Disse palavras gentis, que, eu
sabia, eram para me ajudar, mas palavras não vão mudar meu rosto.”
É claro que eu já sofri bullyng. Olhe para mim, meu
cabelo é cacheado e não é fácil de cuidar. Quando acordo, digamos que: ele
se apropria de uma rebeldia incontrolável. Demorei muito para conseguir
entender que “pau que nasce torto nunca se endireita, rs”. Hoje, minhas intrigas com meu cabelo são bem menos frequentes e agora nos amamos, mutuamente.
Na minha infância, alguns amigos da escolinha onde eu frequentava me chamavam
de “sapatão”, só porque eu usava, dia e noite , um all star com salto plataforma cheio de glitter que ganhei dos
meus pais de aniversário. Sim, sei que era muito brega, mas eu era uma
criança de sete anos e usar acessórios com glitter era muito descolado (na
minha cabeça). Sem mencionar meu lance com botas de bico fino e shorts, que gostava
de colocar na boca do estômago para apertar a barriga e parecer mais magrinha.
Porque SIM, eu também era gorda.
Acontece que eu não me achava
feia, na real, me achava linda! Adorava meu cabelo, mesmo sabendo que nunca
sentiria o vento a esvoaçá-lo. Tipo aquele fenômeno que a
gente vê nos comercias de shampoo. Enfim, muitas outras peculiaridades que eu
possuía eram motivo para que os meus “amiguinhos” zombassem de mim. Se não fossem aqueles patifes, usaria até
hoje meu super all star. Brincadeira, também não vou avacalhar ...
Certo vez, cheguei em casa depois
de um dia na pré-escola, olhei pra minha mãe e disse:
- Mãe, não quero mais usar esse
tênis na escola porque meus amigos estão me chamando de “sapatão”.
- Então eles não são teus amigos.
- Mas mãe, ele também está
apertado. Preciso de um novo – enfatizei.
- Está bem... Vamos comprar outro em breve. Ah, não ligue para o que falam de você! Eles devem estar com
inveja porque você fica mais alta que eles – respondeu, sem parecer dar muita importância para o meu problema.
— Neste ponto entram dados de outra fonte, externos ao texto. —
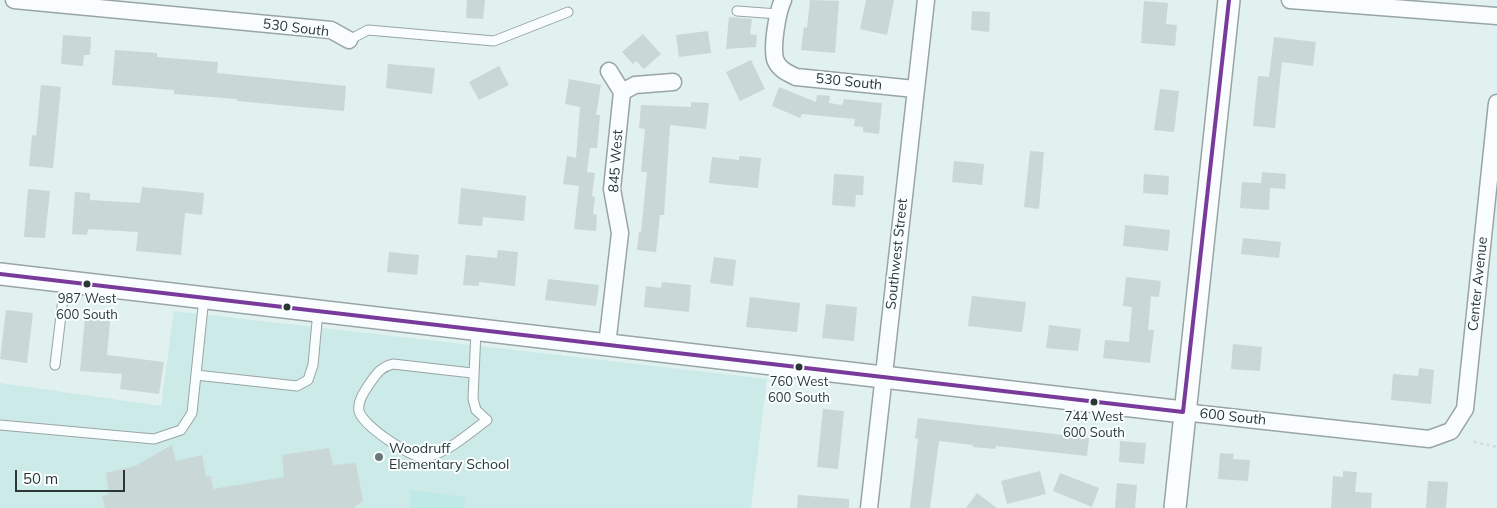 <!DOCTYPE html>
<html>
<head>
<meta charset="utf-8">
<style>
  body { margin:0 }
  #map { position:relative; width:1497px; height:508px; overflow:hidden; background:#e0f1ef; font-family:Mulish,sans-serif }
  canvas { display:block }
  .scale { position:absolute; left:15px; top:470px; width:110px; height:22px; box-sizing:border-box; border:2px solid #2b3736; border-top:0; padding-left:6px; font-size:15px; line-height:18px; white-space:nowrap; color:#2b3736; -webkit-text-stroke:4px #f9ffff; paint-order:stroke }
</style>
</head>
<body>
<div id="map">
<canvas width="1497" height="508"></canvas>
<div class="scale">50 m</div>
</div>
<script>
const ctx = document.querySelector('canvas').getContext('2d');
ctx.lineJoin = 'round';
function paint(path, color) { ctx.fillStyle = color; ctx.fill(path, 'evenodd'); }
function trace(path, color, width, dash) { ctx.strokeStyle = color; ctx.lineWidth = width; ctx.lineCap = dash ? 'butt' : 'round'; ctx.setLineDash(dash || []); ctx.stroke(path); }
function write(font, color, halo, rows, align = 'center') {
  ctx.font = font + ' Mulish,sans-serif'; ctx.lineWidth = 4; ctx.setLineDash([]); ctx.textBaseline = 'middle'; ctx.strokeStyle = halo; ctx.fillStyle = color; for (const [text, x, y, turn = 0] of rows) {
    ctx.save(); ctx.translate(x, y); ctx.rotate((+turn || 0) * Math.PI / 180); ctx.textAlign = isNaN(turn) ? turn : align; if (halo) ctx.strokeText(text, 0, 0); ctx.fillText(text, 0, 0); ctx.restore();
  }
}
paint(new Path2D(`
  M174,311l593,68 -16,129h-751v-125l161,23z`), '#cceae8');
paint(new Path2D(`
  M411,490l54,7 -1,11h-55z`), '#bfe9e6');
paint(new Path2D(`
  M467,0h18l-2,19 -17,-1z
  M810,0l29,1 -4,52 -34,-3 3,-23 3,1z
  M866,0h28l-7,35 -27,-6z
  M1144,1l24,2 -2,21 11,1 -2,21 -34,-3z
  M972,11l18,1 -1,20 -18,-2z
  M729,17l23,2 -2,15 7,1 -1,12 -30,2z
  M708,31l3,22 -32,4 -3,-22z
  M643,34l18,20 -17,15 -8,-8 -3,3 -11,-12z
  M63,35l28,2 -1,18h-6l-1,11 -22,-2z
  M1274,37l42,5 -3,24 -31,-4 -7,66 -22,-2 5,-50 11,1z
  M115,50l42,3v4l61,5 -1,11 129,13 -2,25 -107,-10v-2l-63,-5v-4l-62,-5z
  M751,60l14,29 -25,12 -14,-29z
  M388,64l47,4 -3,26 -46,-6z
  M499,66l10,19 -30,15 -10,-18z
  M569,79l32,6 -5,30h4l-3,33h-7l-3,24 8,1 -3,23 3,1 -2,17 4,1 -1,16 -22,-2 5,-43 -16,-2 4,-28 9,2 4,-51 -15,-3z
  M41,85l20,2 -8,81 -24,-2 3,-31 4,1z
  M779,87l37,15 1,-7 13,1 -1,7 13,2 2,-6 38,4 -3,31 -16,-2v-5l-9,-1 1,-7 -53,-5 -2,4 -28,-12z
  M1160,89l19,2 -5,41 -20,-2z
  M691,102l18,1 -3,26 -36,-4 -6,90h-4l-4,37 -19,-2 2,-18h2l6,-60h-6l4,-43 -6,-1 2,-23 50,2z
  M1030,151l14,1 -5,57 -15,-2z
  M739,156l22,2 -3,30 -49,-5 3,-26 27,3z
  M954,161l30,3 -2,21 -30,-3z
  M1262,172l24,2 -1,15 -15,-1 -1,22 -29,-2 2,-26 19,1z
  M834,174l30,2 -1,19h-7l-1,12 -23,-2z
  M1144,174l25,2 -1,19 -25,-2z
  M142,187l62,6 -2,22 -17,-2 -4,42 -45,-4 2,-19 -50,-3 -1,6 -15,-1 3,-42 15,1v7l50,3z
  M461,188l65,8 -2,25 -41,-4 -1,9 -24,-2z
  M28,189l22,2 -5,47 -21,-1z
  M1125,225l45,5 -2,21 -45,-5z
  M1243,238l38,4 -2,16 -38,-4z
  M498,250l20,2 -3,34 -36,-4v4l-16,-1 3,-30 31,3z
  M389,252l30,3 -2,20 -30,-3z
  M714,257l22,3 -3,26 -23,-3z
  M1126,277l35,4 -2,16 -8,-1 -3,34h6l-4,33 -47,-5 2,-18 24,2 3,-35 -9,-1z
  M548,279l51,6 -3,21 -51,-6z
  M662,282l29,3 -2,27 -45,-5 2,-21 15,2z
  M972,296l54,6 -4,30 -54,-6z
  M750,297l50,6 -3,29 -51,-5z
  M826,304l31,3 -3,34 -32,-3z
  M6,310l27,3 -6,50 -27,-4z
  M85,318l25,3 -3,34 57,7 -5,32 -39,-5 2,-15 -42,-3z
  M1049,325l32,4 -3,22 -32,-3z
  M1233,344l29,3 -2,24 -29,-2z
  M1419,368l15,2 -3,34 -40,-4 2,-26 25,2z
  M823,409l21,2 -6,58 -21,-2z
  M918,418l171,20 -2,18 -91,-10 -1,3 -22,-2v-2l-34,-4 -9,67h-20l8,-69 -3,-1z
  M1120,441l26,2 -2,21 -25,-2z
  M172,445l4,16 26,-6 4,22 5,-1 2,13 71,-12 -2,-22 47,-7 4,17 23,-2 7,38 -10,7h-248l-3,-12 7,-2 -3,-21 29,-7z
  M1220,453l14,1 -1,5 17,1 -2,21 -30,-2z
  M1040,471l6,23 -39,10 -6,-23z
  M1343,471l14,1 -2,20 17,1 -1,15h-40l2,-32 10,1z
  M1060,473l39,15 -7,19 -39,-16z
  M1428,481l20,1 -2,26h-20z
  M1117,483l20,2 -2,23h-20z
  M977,493l20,15h-31z
  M798,495l51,4v9h-52z`), '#cad7d7');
const service = new Path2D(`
  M737,11l41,3
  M349,40l19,-10 126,11 74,-29
  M55,365l10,-83
  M472,373l-79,-9c-12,3 -16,9 -23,19 -5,8 -13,18 -11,28 3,14 53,48 66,46 22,-3 45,-25 62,-37l-11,-10 -3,-11 3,-69
  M196,375l101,11 11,-6 5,-15 5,-54
  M0,425l154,14 27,-9 11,-17 12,-116`);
const minor = new Path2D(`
  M14,0l317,30 18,10
  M783,0c-6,13 -11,46 -8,59 3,10 13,14 21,18l119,12
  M1290,0l207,16
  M622,92l13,-7 38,-3
  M607,345l13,-112 -8,-44 10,-97 -13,-21
  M1183,412l246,27 22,-8 14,-22 32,-306
  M869,508l57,-508`);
const tertiary = new Path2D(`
  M0,274l1183,138
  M1175,508l54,-508`);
trace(service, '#98a5a4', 11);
trace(minor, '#98a5a4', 19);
trace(tertiary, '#98a5a4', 24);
trace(new Path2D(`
  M1474,442l23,5`), '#d2d8d7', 2.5, [2.5, 4]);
trace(service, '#fafdfd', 9);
trace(minor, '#fafdfd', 16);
trace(tertiary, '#fafdfd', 21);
trace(new Path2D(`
  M0,274l1183,138
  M1183,412l46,-412`), '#783a9b', 4);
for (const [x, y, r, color] of [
  [87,284,4.5,"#2b3736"],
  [287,307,4.5,"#2b3736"],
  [799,367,4.5,"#2b3736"],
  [1094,402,4.5,"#2b3736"],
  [379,457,5,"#6a7877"]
]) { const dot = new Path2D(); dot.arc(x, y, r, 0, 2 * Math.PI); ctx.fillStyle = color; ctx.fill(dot); trace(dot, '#f9ffff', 2); }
write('13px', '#2b3736', '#f9ffff', [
  ["987 West",87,299],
  ["600 South",87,315],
  ["760 West",799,382],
  ["600 South",799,398],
  ["744 West",1094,417],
  ["600 South",1094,433]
]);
write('14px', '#2b3736', '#f9ffff', [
  ["530 South",296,28,7],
  ["530 South",849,82,6],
  ["845 West",616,161,-86],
  ["Southwest Street",897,254,-84],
  ["Center Avenue",1478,284,-84],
  ["600 South",1233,417,6]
]);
write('14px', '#2b3736', '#f9ffff', [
  ["Woodruff",389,449],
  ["Elementary School",389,465]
], 'left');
</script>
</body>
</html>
Na verdade, eu não sabia o que
significava o termo pejorativo “sapatão” e ela percebeu isso, contudo, não se
preocupou em me dar explicações naquele momento. Seu coração de mãe estava mais
preocupado em me moldar como ser humano, fazendo-me encarar os problemas que
teria em ser quem eu era. Dias depois ela comprou outro tênis e,
adivinhem, também tinha salto plataforma! Tive que usá-lo até a sola
gastar e olha que isso não foi uma tarefa fácil... Somente anos mais tarde entendi
que a minha preciosa mãe estava me ensinando três grandes lições para a vida toda: não ligue para o que
pensam ou falam de você; aprenda a lidar com suas características ou gostos
diferenciados, mesmo que ninguém se agrade; quem te ama, te aceita exatamente
como você é. Acho que não preciso falar
mais nada...
Tudo isso que contei foi apenas
para reforçar a problemática abordada no livro “Extraordinário”, de R. J.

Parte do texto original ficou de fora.